12. Todo un caballero
KRESTEN
Doña Manuela llevaba sus rulos cuando abrió la puerta. Era martes y tenía una sonrisa pegada al rostro.
—¡Aquí llegó mi mozo! —exclamó ella con alegría en cuanto me vio—. Mira que te necesitaba, porque se me ha roto una estantería de la cocina y no había manera de ponerla bien en su sitio.
La seguí, cerrando la puerta del recibidor tras mi paso. Me invadió un olor a canela y limón, que enseguida se instaló en mi paladar. Joder, no había empezado a comer y ya quería hincarle el diente al postre.
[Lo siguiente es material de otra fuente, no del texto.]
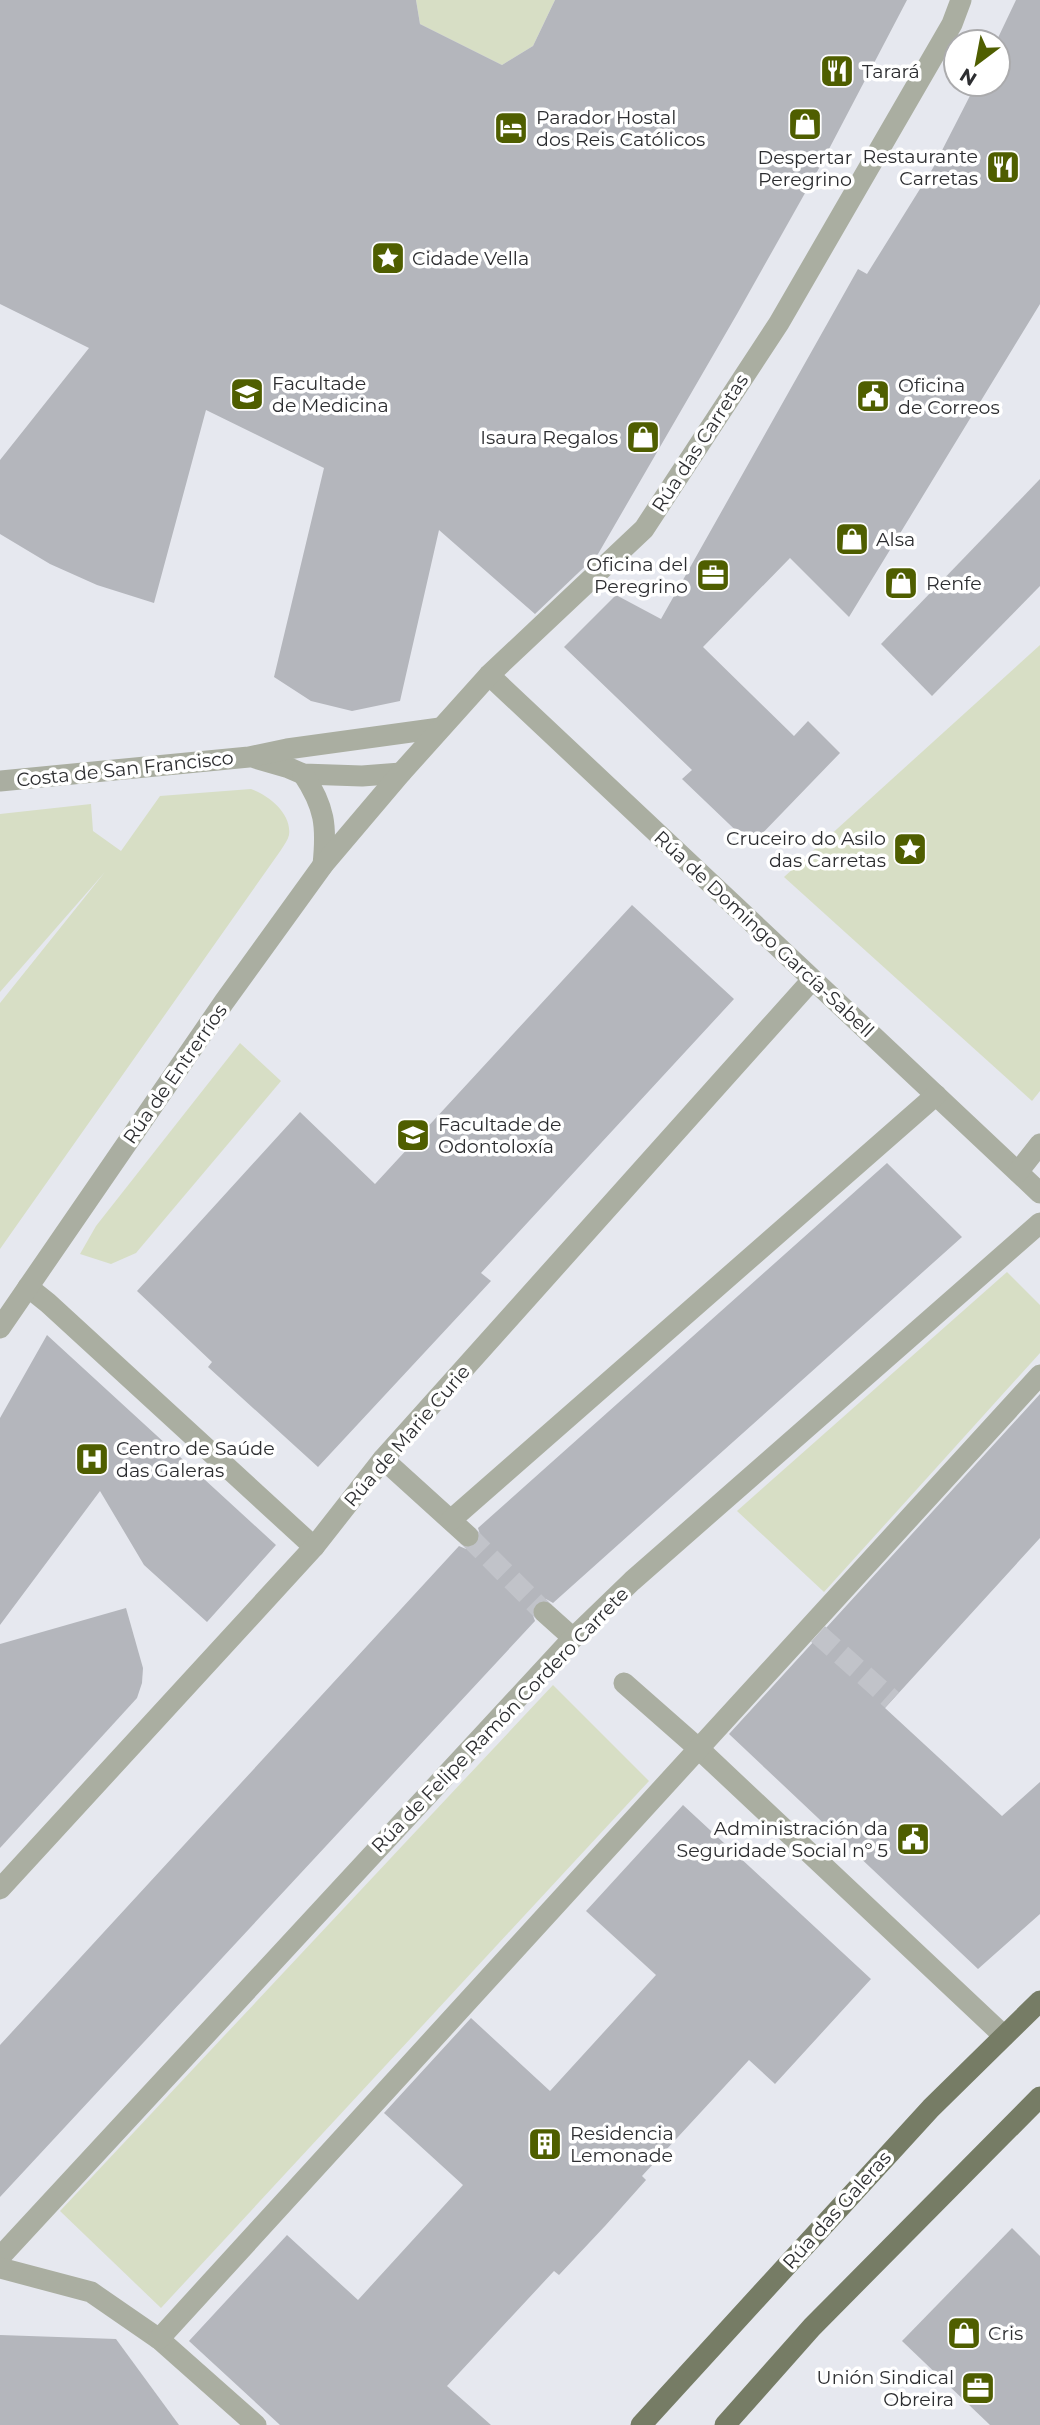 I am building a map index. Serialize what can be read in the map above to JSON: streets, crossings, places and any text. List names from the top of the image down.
{
  "streets": {
    "main road": ["Rúa das Galeras"],
    "street": [
      "Rúa das Carretas",
      "Costa de San Francisco",
      "Rúa de Domingo García-Sabell",
      "Rúa de Entrerríos",
      "Rúa de Marie Curie",
      "Rúa de Felipe Ramón Cordero Carrete"
    ]
  },
  "crossings": [
    ["Rúa das Carretas", "Costa de San Francisco"],
    ["Rúa das Carretas", "Rúa de Domingo García-Sabell"],
    ["Rúa das Carretas", "Rúa de Entrerríos"],
    ["Rúa de Domingo García-Sabell", "Rúa de Marie Curie"]
  ],
  "places": {
    "restaurant": ["Tarará", "Restaurante Carretas"],
    "shop": [
      "Despertar Peregrino",
      "Isaura Regalos",
      "Alsa",
      "Renfe",
      "Cris"
    ],
    "hotel": ["Parador Hostal dos Reis Católicos"],
    "place": ["Cidade Vella", "Cruceiro do Asilo das Carretas"],
    "school or university": ["Facultade de Medicina", "Facultade de Odontoloxía"],
    "public building": ["Oficina de Correos", "Administración da Seguridade Social nº 5"],
    "office": ["Oficina del Peregrino", "Unión Sindical Obreira"],
    "hospital": ["Centro de Saúde das Galeras"],
    "building": ["Residencia Lemonade"]
  },
  "north": "bottom left"
} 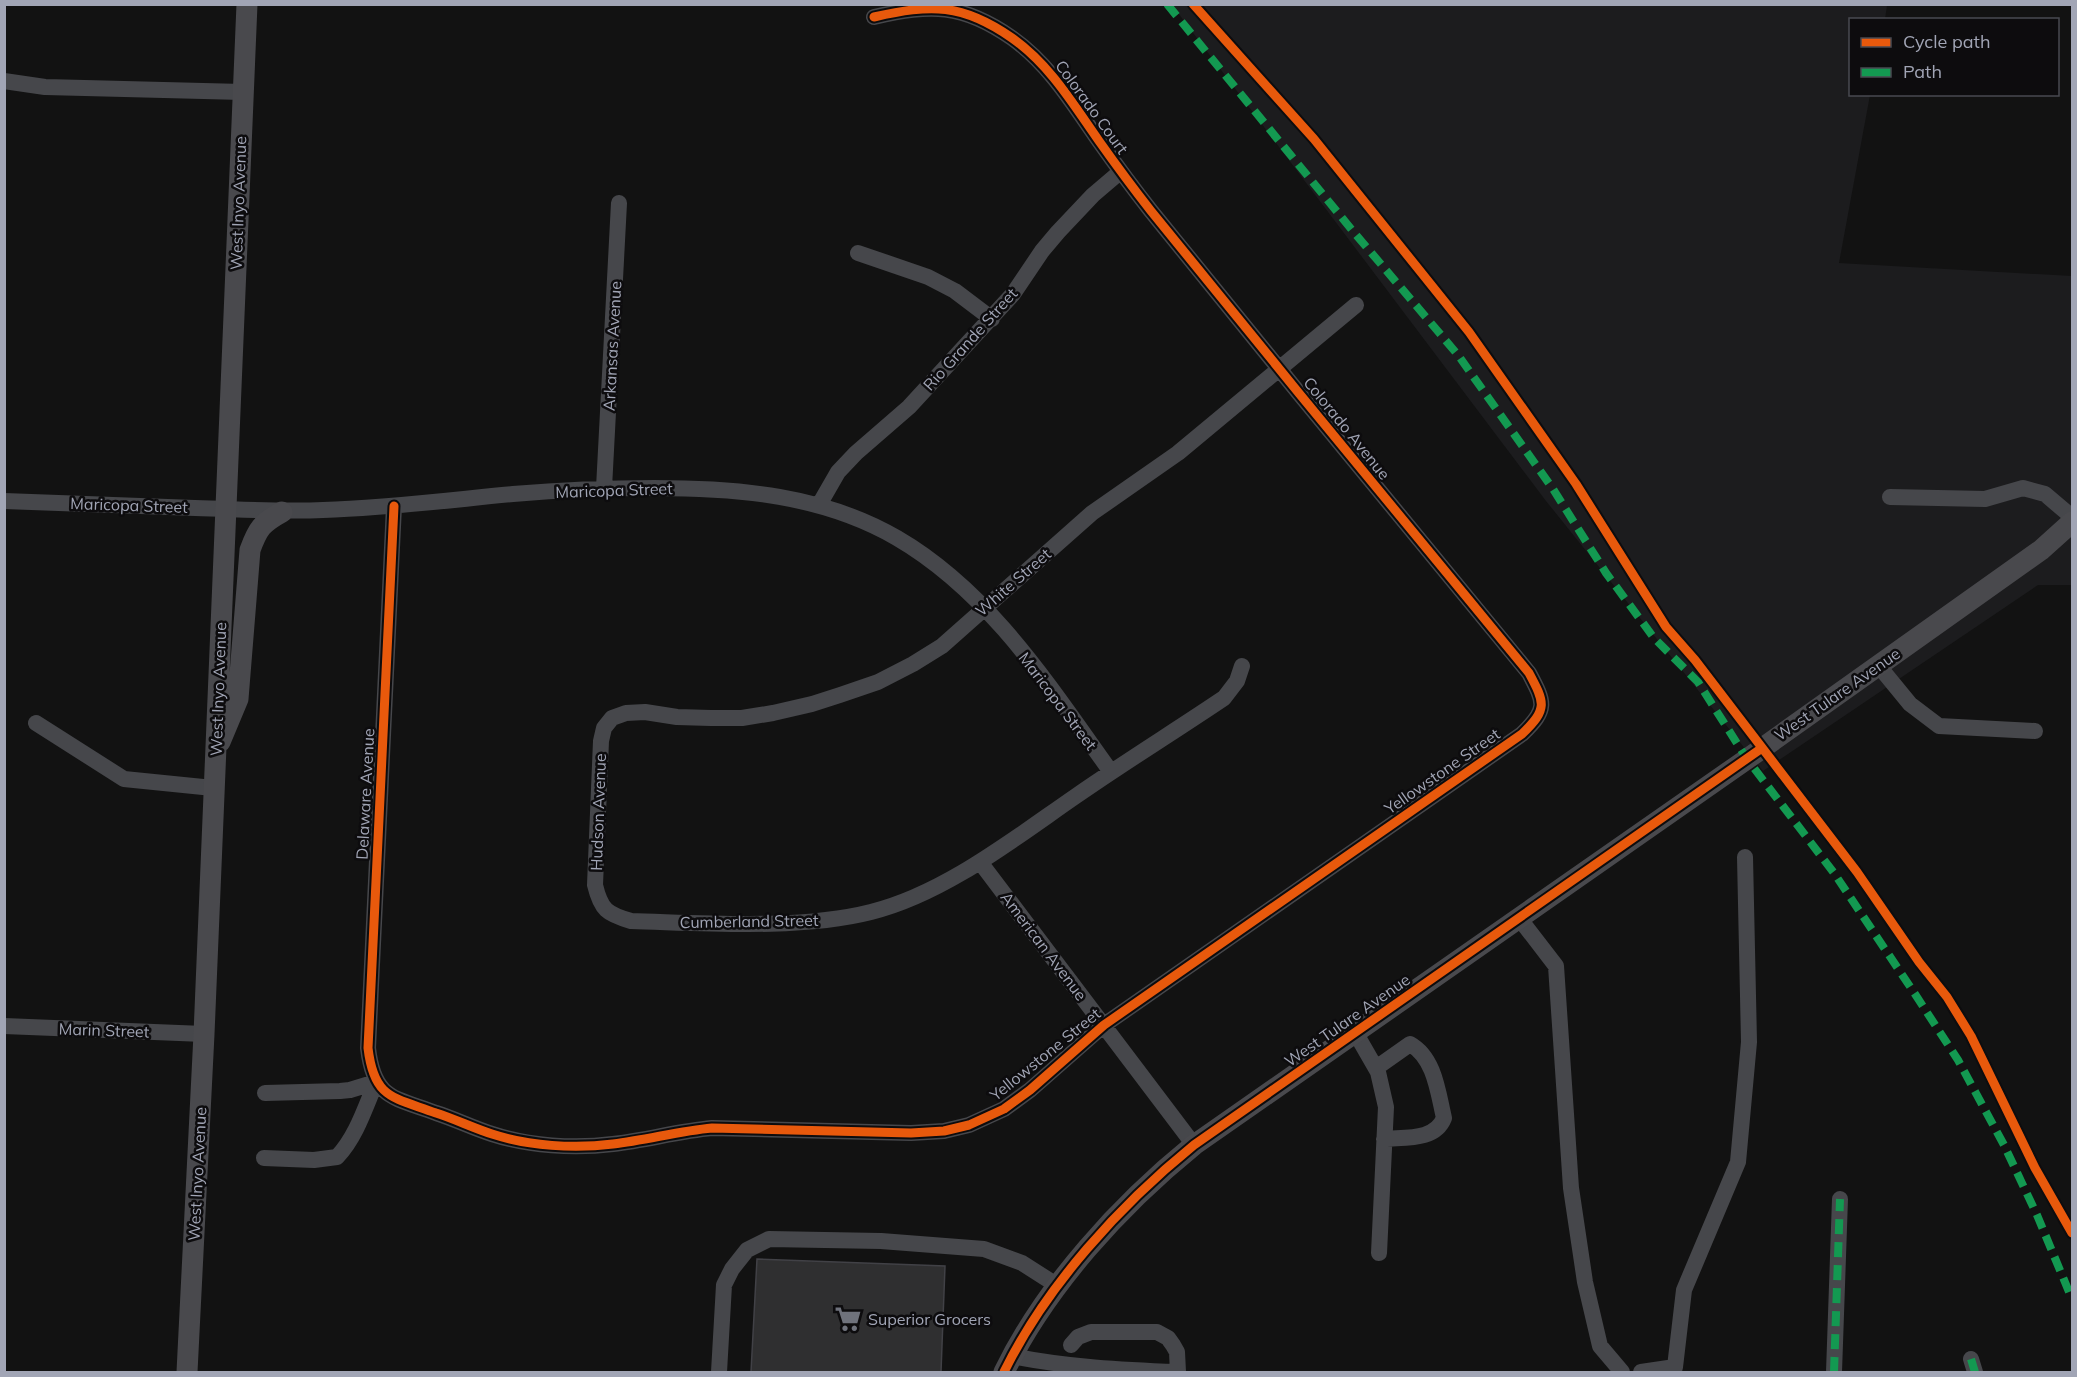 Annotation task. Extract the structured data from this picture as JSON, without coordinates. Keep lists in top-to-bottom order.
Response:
{
  "streets": {
    "main road": ["West Inyo Avenue", "West Tulare Avenue"],
    "street": [
      "Colorado Court",
      "Rio Grande Street",
      "Arkansas Avenue",
      "Colorado Avenue",
      "Maricopa Street",
      "White Street",
      "Yellowstone Street",
      "Delaware Avenue",
      "Hudson Avenue",
      "Cumberland Street",
      "American Avenue",
      "Marin Street"
    ]
  },
  "crossings": [
    ["Colorado Court", "Rio Grande Street"],
    ["Colorado Court", "Colorado Avenue"],
    ["West Inyo Avenue", "Maricopa Street"],
    ["West Inyo Avenue", "Marin Street"],
    ["Rio Grande Street", "Colorado Avenue"],
    ["Rio Grande Street", "Maricopa Street"],
    ["Arkansas Avenue", "Maricopa Street"],
    ["Colorado Avenue", "White Street"],
    ["Colorado Avenue", "Yellowstone Street"],
    ["Maricopa Street", "White Street"],
    ["Maricopa Street", "Delaware Avenue"],
    ["Maricopa Street", "Cumberland Street"],
    ["White Street", "Hudson Avenue"],
    ["West Tulare Avenue", "American Avenue"],
    ["Yellowstone Street", "Delaware Avenue"],
    ["Yellowstone Street", "American Avenue"],
    ["Hudson Avenue", "Cumberland Street"],
    ["Cumberland Street", "American Avenue"]
  ],
  "places": {
    "supermarket": ["Superior Grocers"]
  },
  "legend": ["Cycle path", "Path"]
} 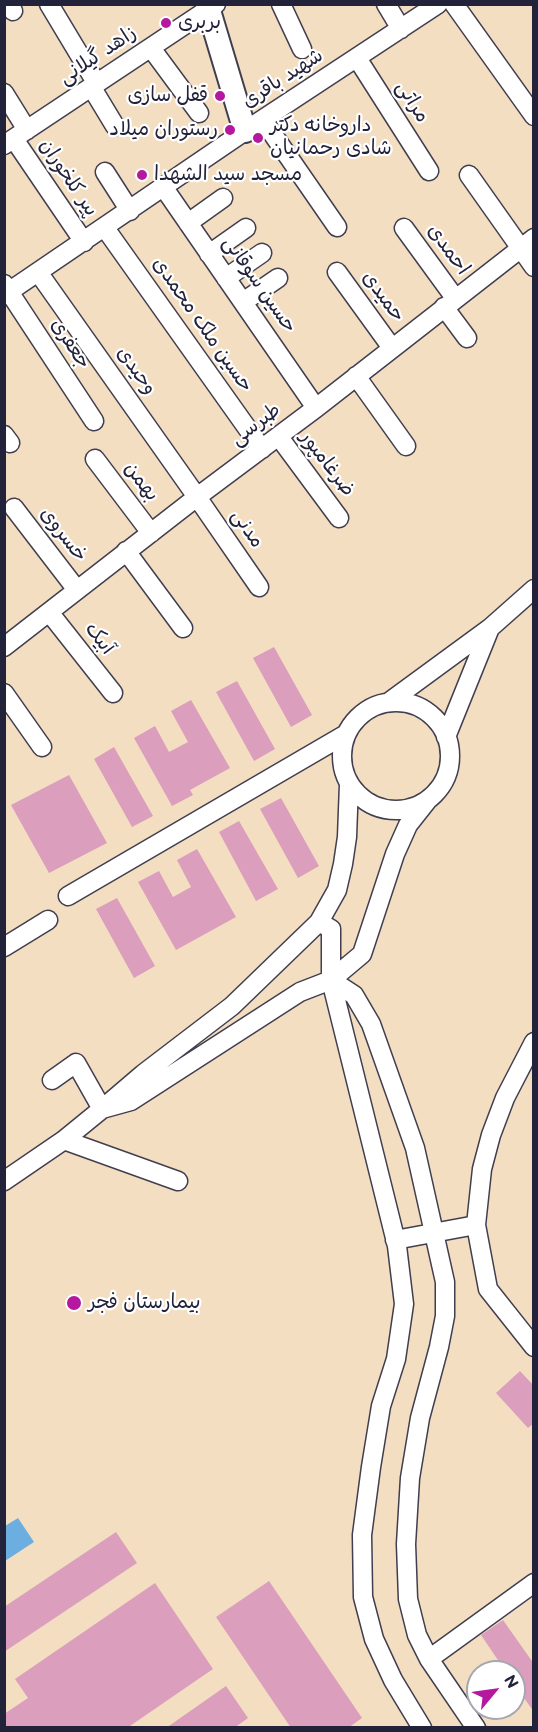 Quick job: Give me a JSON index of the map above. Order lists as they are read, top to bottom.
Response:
{
  "streets": {
    "street": [
      "زاهد گیلانی",
      "شهید باقری",
      "مراتی",
      "پیر کلخوران",
      "احمدی",
      "حسین سوقانی",
      "حمیدی",
      "حسین ملک محمدی",
      "جعفری",
      "وحیدی",
      "طبرسی",
      "ضرغامپور",
      "بهمن",
      "مدنی",
      "خسروی",
      "آبیک"
    ]
  },
  "crossings": [
    ["زاهد گیلانی", "پیر کلخوران"],
    ["شهید باقری", "مراتی"],
    ["شهید باقری", "پیر کلخوران"],
    ["شهید باقری", "حسین سوقانی"],
    ["شهید باقری", "حسین ملک محمدی"],
    ["شهید باقری", "جعفری"],
    ["شهید باقری", "وحیدی"],
    ["احمدی", "طبرسی"],
    ["حسین سوقانی", "طبرسی"],
    ["حمیدی", "طبرسی"],
    ["حسین ملک محمدی", "طبرسی"],
    ["وحیدی", "طبرسی"],
    ["وحیدی", "مدنی"],
    ["طبرسی", "ضرغامپور"],
    ["طبرسی", "بهمن"],
    ["طبرسی", "مدنی"],
    ["طبرسی", "خسروی"],
    ["طبرسی", "آبیک"]
  ],
  "places": [
    "بربری",
    "قفل سازی",
    "رستوران میلاد",
    "داروخانه دکتر شادی رحمانیان",
    "مسجد سید الشهدا",
    "بیمارستان فجر"
  ],
  "north": "top right"
} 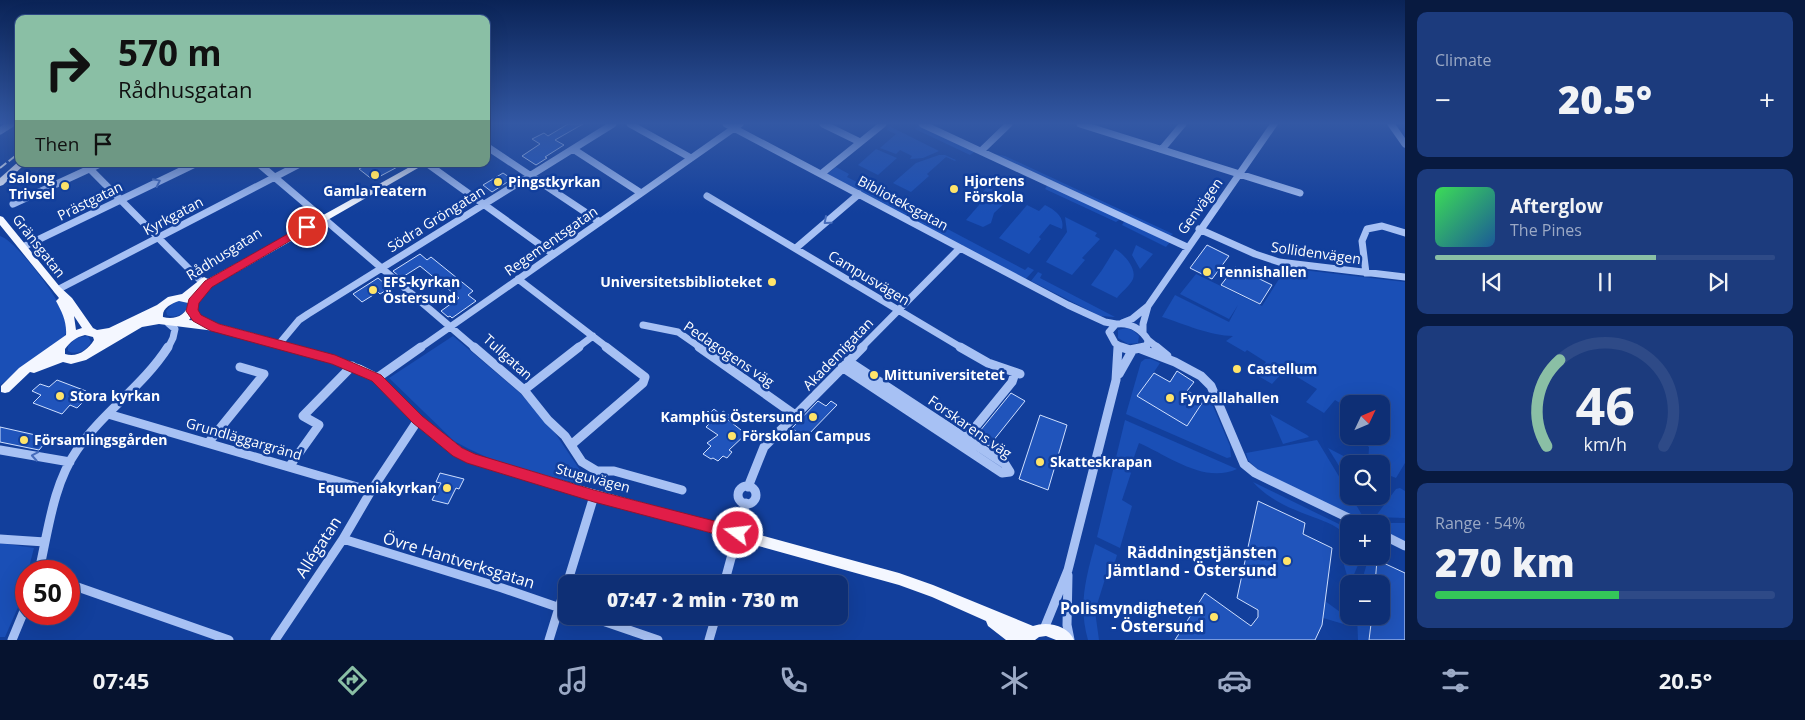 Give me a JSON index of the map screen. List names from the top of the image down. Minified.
{"streets":{"main road":["Gränsgatan","Rådhusgatan","Stuguvägen"],"street":["Prästgatan","Biblioteksgatan","Genvägen","Kyrkgatan","Södra Gröngatan","Regementsgatan","Sollidenvägen","Campusvägen","Pedagogens väg","Akademigatan","Tullgatan","Forskarens väg","Grundläggargränd","Allégatan","Övre Hantverksgatan"]},"crossings":[["Prästgatan","Gränsgatan"],["Biblioteksgatan","Genvägen"],["Biblioteksgatan","Akademigatan"],["Genvägen","Sollidenvägen"],["Kyrkgatan","Gränsgatan"],["Kyrkgatan","Tullgatan"],["Södra Gröngatan","Tullgatan"],["Södra Gröngatan","Stuguvägen"],["Regementsgatan","Tullgatan"],["Regementsgatan","Stuguvägen"],["Rådhusgatan","Tullgatan"],["Rådhusgatan","Stuguvägen"],["Campusvägen","Akademigatan"],["Campusvägen","Forskarens väg"],["Pedagogens väg","Akademigatan"],["Akademigatan","Forskarens väg"],["Akademigatan","Stuguvägen"],["Grundläggargränd","Allégatan"],["Stuguvägen","Allégatan"],["Allégatan","Övre Hantverksgatan"]],"one_way":["Prästgatan"],"places":["Gamla Teatern","Pingstkyrkan","Salong Trivsel","Hjortens Förskola","Tennishallen","Universitetsbiblioteket","EFS-kyrkan Östersund","Castellum","Mittuniversitetet","Stora kyrkan","Fyrvallahallen","Kamphus Östersund","Förskolan Campus","Församlingsgården","Skatteskrapan","Equmeniakyrkan","Räddningstjänsten Jämtland - Östersund","Polismyndigheten - Östersund"],"north":"top right","page":{"tile":["Climate",["Range · 54%","270 km"]],"turn":["570 m","Rådhusgatan"],"heat":["−","20.5°","+"],"then":"Then","song":["Afterglow","The Pines"],"map_buttons":["+","−"],"limit":"50","trip":"07:47 · 2 min · 730 m","tabs":["07:45","20.5°"],"gauge":["46","km/h"]}}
Me perdían los dulces. En eso, era exactamente igual a Harald, que se le ponían los ojos como estrellas cuando se acercaba al chocolate.
—¡Tiene usted mi número de teléfono! —le dije—. Puede llamarme si necesita algo.
El salón, decorado con fotografía, figurillas de porcelana y vajilla pintada, no era más que una pequeña muestra de aquel museo personal que Doña Manuela había creado en su casa. Y que seguía, incluso en la cocina, donde tenía un reloj que compró en su primer viaje a Roma en los setenta.
—Qué más dará, si es la estantería de los trapos —me contestó, mientras entraba a la cocina y volvía su atención a los fogones—. Tenía que preparar la cena. He hecho unas albóndigas para chuparse los dedos. Y arroz con leche de postre.
Tan solo necesité cambiar uno de los tornillos de la estantería porque el anterior se había doblado. Se la arreglé en menos de cinco minutos y volví a ordenar allí todos los trapos y manteles de cocina que se le habían caído.
Empecé a cenar con Manuela cuando Harald se marchó a Inglaterra cuando las medidas por la pandemia ya le permitieron viajar. Esa misma noche, Manuela trajo un plato de croquetas para mí, con la excusa de que me irían muy bien para alegrarme en la ausencia de mi hermano. Ella sabía que Harald se marchaba porque mi hermano, con sus escasos conocimientos de español, se empeñó en despedirse de la mujer que nos había traído tantos dulces y comidas durante esos meses. Al principio, fue amargo quedarme solo, aunque una parte de mí estaba deseando que se fuera; lo quería mucho, pero escucharlo discutir día sí y día también con su ex me sacaba de quicio. Sobre todo cuando se ponía depresivo y ansioso porque ella lo ignoraba.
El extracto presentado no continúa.